A livid face of hate, streaked with those faint brownish red marks left by the tightened folds of the silk scarf that had so nearly strangled her. She had tried to laugh at this childish form assumed by the malice of the Roumanian. But the deadly cleverness of the thing lay in the fact—that it did what it was meant to do. The medieval torture of the falling drops of water was equaled by this Ordeal of the Penny Looking-Glass.

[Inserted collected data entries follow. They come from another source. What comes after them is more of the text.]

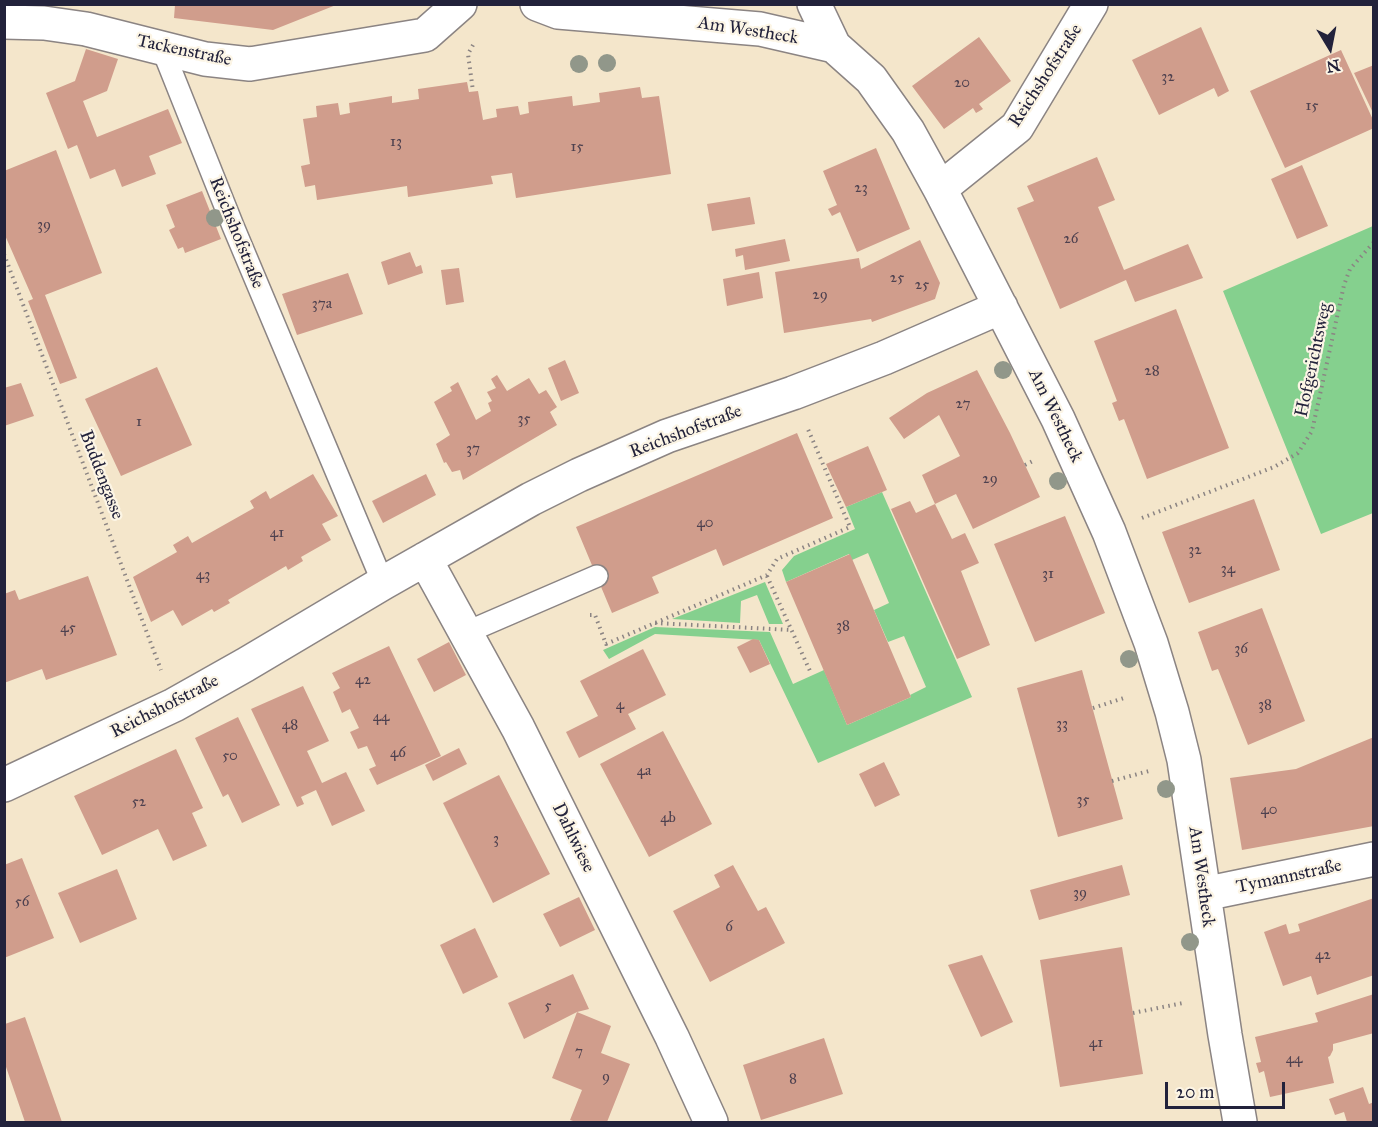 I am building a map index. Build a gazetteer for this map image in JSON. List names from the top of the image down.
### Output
{
  "streets": {
    "street": [
      "Am Westheck",
      "Tackenstraße",
      "Reichshofstraße",
      "Dahlwiese",
      "Tymannstraße"
    ],
    "path": ["Hofgerichtsweg", "Buddengasse"]
  },
  "crossings": [
    ["Am Westheck", "Reichshofstraße"],
    ["Am Westheck", "Tymannstraße"],
    ["Tackenstraße", "Reichshofstraße"],
    ["Reichshofstraße", "Buddengasse"],
    ["Reichshofstraße", "Dahlwiese"]
  ],
  "house_numbers": [
    "32",
    "20",
    "15",
    "13",
    "15",
    "23",
    "39",
    "26",
    "25",
    "25",
    "29",
    "37a",
    "28",
    "27",
    "35",
    "1",
    "37",
    "29",
    "40",
    "41",
    "32",
    "34",
    "31",
    "43",
    "38",
    "45",
    "36",
    "42",
    "4",
    "38",
    "44",
    "33",
    "48",
    "46",
    "50",
    "4a",
    "35",
    "52",
    "40",
    "4b",
    "3",
    "39",
    "56",
    "6",
    "42",
    "5",
    "41",
    "7",
    "44",
    "9",
    "8"
  ],
  "scale_bar": "20 m",
  "north": "bottom"
} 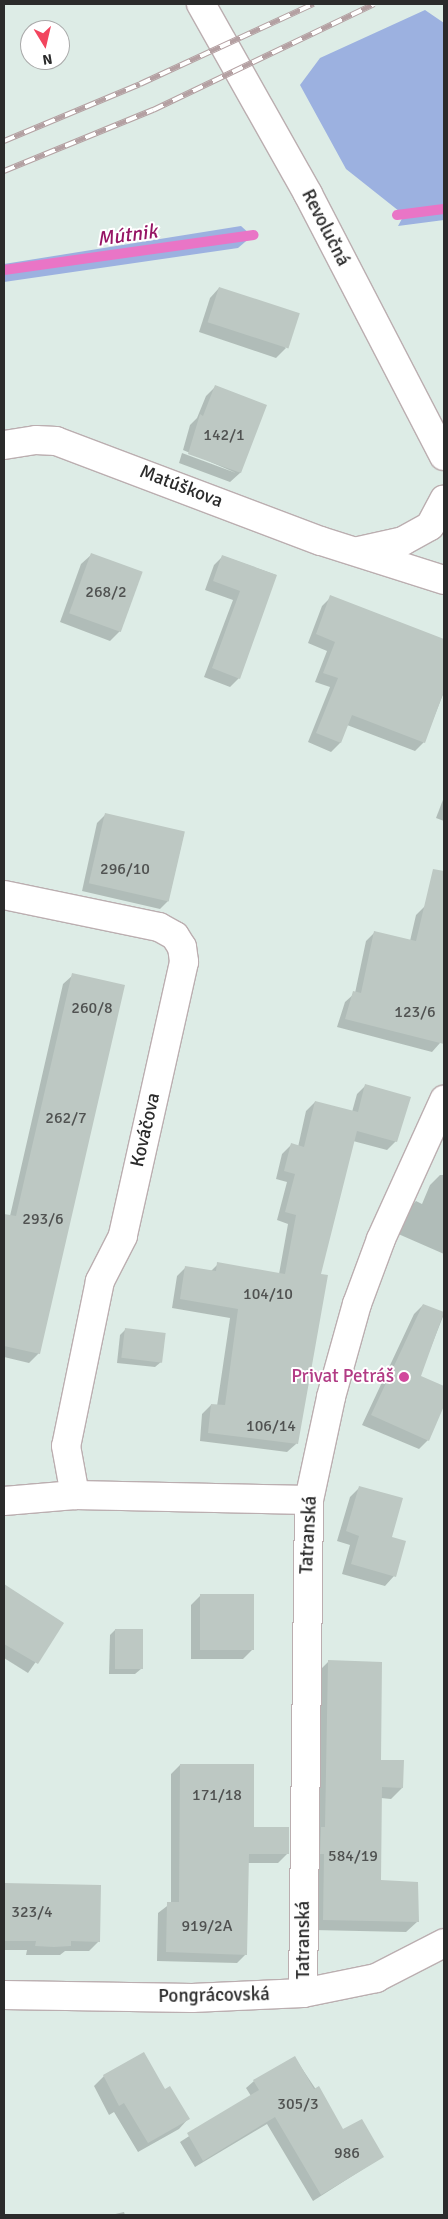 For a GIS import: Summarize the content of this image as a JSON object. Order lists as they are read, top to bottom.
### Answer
{
  "streets": {
    "street": [
      "Revolučná",
      "Matúškova",
      "Kováčova",
      "Tatranská",
      "Pongrácovská"
    ]
  },
  "crossings": [
    ["Tatranská", "Pongrácovská"]
  ],
  "water": ["Mútnik"],
  "places": ["Privat Petráš"],
  "house_numbers": [
    "142/1",
    "268/2",
    "296/10",
    "260/8",
    "123/6",
    "262/7",
    "293/6",
    "104/10",
    "106/14",
    "171/18",
    "584/19",
    "323/4",
    "919/2A",
    "305/3",
    "986"
  ],
  "north": "bottom"
} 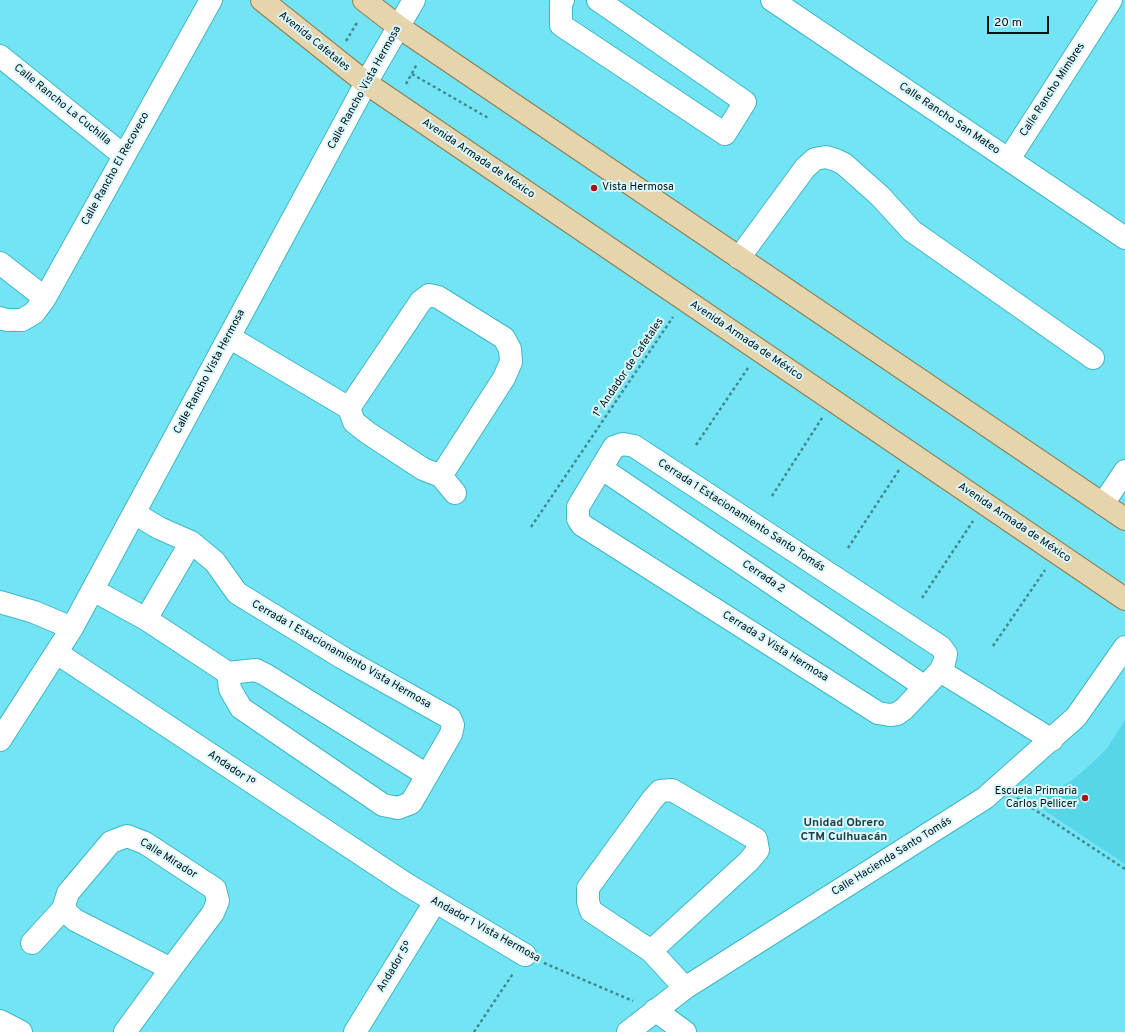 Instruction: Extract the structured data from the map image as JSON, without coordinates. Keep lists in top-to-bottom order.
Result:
{
  "streets": {
    "main road": ["Avenida Cafetales", "Avenida Armada de México"],
    "street": [
      "Calle Rancho Vista Hermosa",
      "Calle Rancho Mimbres",
      "Calle Rancho La Cuchilla",
      "Calle Rancho San Mateo",
      "Calle Rancho El Recoveco",
      "Cerrada 1 Estacionamiento Santo Tomás",
      "Cerrada 2",
      "Cerrada 3 Vista Hermosa",
      "Cerrada 1 Estacionamiento Vista Hermosa",
      "Andador 1º",
      "Calle Hacienda Santo Tomás",
      "Calle Mirador",
      "Andador 1 Vista Hermosa",
      "Andador 5º"
    ],
    "path": ["1° Andador de Cafetales"]
  },
  "crossings": [
    ["Avenida Cafetales", "Calle Rancho Vista Hermosa"],
    ["Avenida Cafetales", "Avenida Armada de México"],
    ["Calle Rancho Vista Hermosa", "Avenida Armada de México"],
    ["Calle Rancho Vista Hermosa", "Cerrada 1 Estacionamiento Vista Hermosa"],
    ["Calle Rancho Vista Hermosa", "Andador 1º"],
    ["Calle Rancho Mimbres", "Calle Rancho San Mateo"],
    ["Calle Rancho La Cuchilla", "Calle Rancho El Recoveco"],
    ["Avenida Armada de México", "1° Andador de Cafetales"],
    ["Cerrada 1 Estacionamiento Santo Tomás", "Cerrada 2"],
    ["Cerrada 1 Estacionamiento Santo Tomás", "Cerrada 3 Vista Hermosa"],
    ["Cerrada 2", "Cerrada 3 Vista Hermosa"],
    ["Andador 1º", "Andador 1 Vista Hermosa"],
    ["Calle Hacienda Santo Tomás", "Andador 1 Vista Hermosa"],
    ["Andador 1 Vista Hermosa", "Andador 5º"]
  ],
  "districts": ["Unidad Obrero CTM Culhuacán"],
  "places": ["Vista Hermosa", "Escuela Primaria Carlos Pellicer"],
  "scale_bar": "20 m"
}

"Look, see, and think of me!" sometimes ran the doggerel rhyme scrawled on the paper wrapping of the doll's mirror. At other times:
"Charms that are spoiled hold no men entoiled!" would be the motto, or something equally stupid, dull and banal. The stupidity was becoming unbearable by its very repetition; by the certainty and regularity with which the laden envelopes arrived. Sometimes Adelaide felt entangled in a cunningly woven network ... surrounded by spies, sleepless and unseen.... Yet in the maid Mariette the Slav had found an accomplice clever enough to carry out his purposes single-handed. The cream of the thing was—Adelaide never suspected Mariette.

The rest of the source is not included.